Documentation · Hub

Mail

How the Hub provisions and authenticates against @ancientholdings.eu mailboxes for Baron-tier members.

Mailcow architecture

Mail is hosted on the same VPS as the website + worker, by a self-managed Mailcow stack: Postfix for SMTP, Dovecot for IMAP/POP3, Rspamd for anti-spam + DKIM signing, ClamAV for virus scanning, an nginx front for SOGo + admin, and an ACME sidecar that renews the mail TLS certificates automatically. The Hub talks to Mailcow over localhostIMAP (port 993) and the Mailcow Admin API for provisioning — never over the open internet.

Baron-tier login flow via Navbar AccountMenu

The Account menu (gold avatar, top-right of every page) is the single sign-in surface. When a visitor clicks it, the menu inspects the active Mail session via useMailSession() and renders one of three states: signed-out (login form), signed-in (account list with switch + sign-out), or signed-in-with-Hub (extra row pointing at /hub).

For users whose admin role resolves to baron, the menu surfaces a Mail entry alongside the Hub link.
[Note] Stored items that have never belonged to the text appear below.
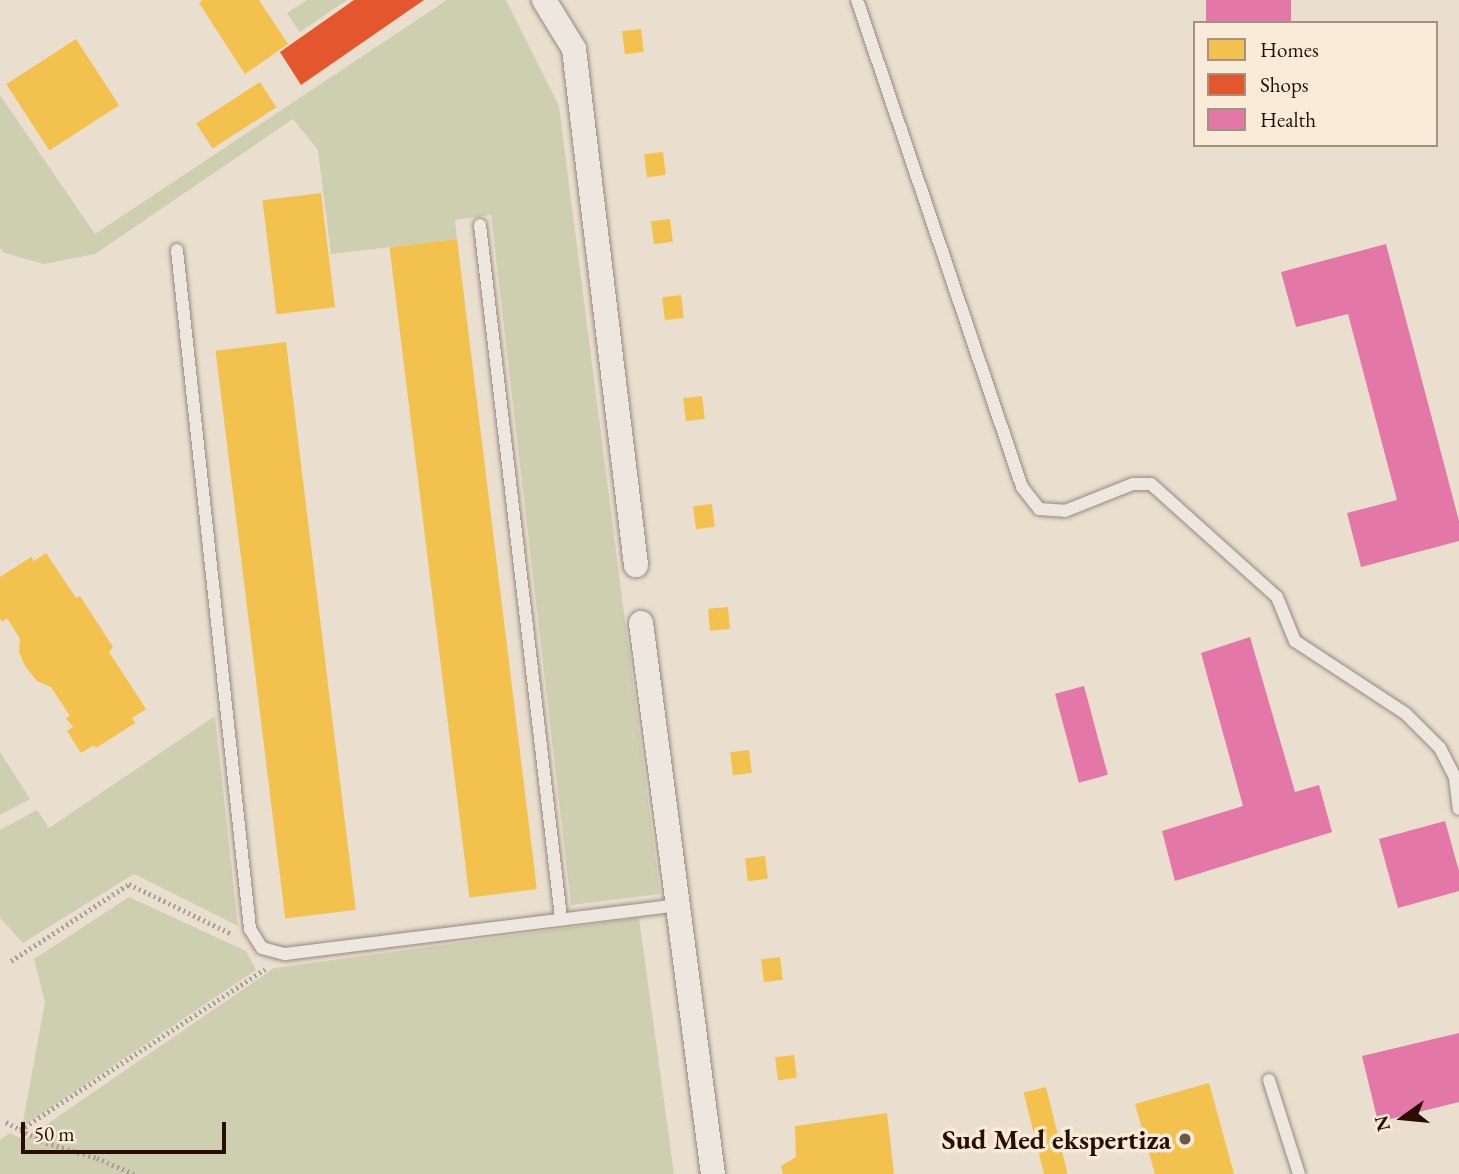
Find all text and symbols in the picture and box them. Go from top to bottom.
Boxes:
legend [1193,21,1438,147]
text: Homes [1260,36,1319,63]
text: Shops [1260,71,1309,98]
text: Health [1260,106,1316,133]
north arrow [1368,1083,1438,1153]
scale bar [24,1108,229,1152]
text: N [1368,1113,1396,1134]
text: 50 m [34,1120,75,1147]
place label: Sud Med ekspertiza [942,1122,1171,1156]
marker: Sud Med ekspertiza [1177,1131,1193,1147]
Operator-tier and client-tier accounts see no Mail entry at all — the menu’s tier check is the first defensive layer; the second is the API gate on /api/mail/* and /hub/mail itself.

First-time prospects who sign in with a non-Baron account see a “graduate to Baron” call-to-action in the menu footer pointing at the tier-upgrade flow. Reference: lib/useMailSession.tsx (the React context), components/AccountMenu.tsx (the menu surface).

Multi-account session management

A single Baron may hold several @ancientholdings.eu mailboxes simultaneously — one per role, project, or cluster — and switch between them without re-entering credentials. The session is stored in an iron-session cookie named ah_mail as a MailSessionData with an accounts: MailAccount[] list and a single activeEmail pointer.

Adding a mailbox calls /api/mail/login (which validates credentials and pushes onto the list); switching calls /api/mail/activate (cookie-only flip, no credential re-check); signing one out calls /api/mail/logoutwith the target email. This mirrors Google’s account-switcher UX: many identities, one in scope at a time, no re-authentication on switch. Reference: lib/mail/session.ts, MailAccount type.

Mailbox password change

Password changes are driven from inside the Hub, not from SOGo’s settings. The in-app flow rotates the password in Mailcow via the Admin API and, on success, re-encrypts the new credential into the secrets vault so the scrypt fallback path stays in sync with what Dovecot will accept on the next login.

This is documented as design intent. The endpoint may not yet be wired in the version you’re reading — the constraint is that any future password-change surface must update both stores atomically (Mailcow first, vault second, with rollback on either failure) so the dual-auth invariant below holds across the rotation window.

Dual-auth model

On every login the Hub authenticates against Mailcow IMAP first via verifyImapCredentials() (see lib/mail/imap.ts). If IMAP returns { ok: true }, the credential is correct and a fresh scrypt hash is cached in the secrets vault for resilience.

If IMAP returns { ok: false, reason: "unreachable" } (DNS, refused connection, timeout), the Hub falls back to the scrypt-hashed credential cached on the previous successful login. Sessions established on the fallback path are flagged with mailUnreachable: true, which the Account menu surfaces as an amber banner: mail features (notifications, display-name lookups) gracefully degrade until Mailcow is reachable again.

An { ok: false, reason: "invalid_credentials" } response from IMAP is never overridden by the fallback — a real wrong-password gets the user a real rejection. The fallback only fires for infrastructure outages.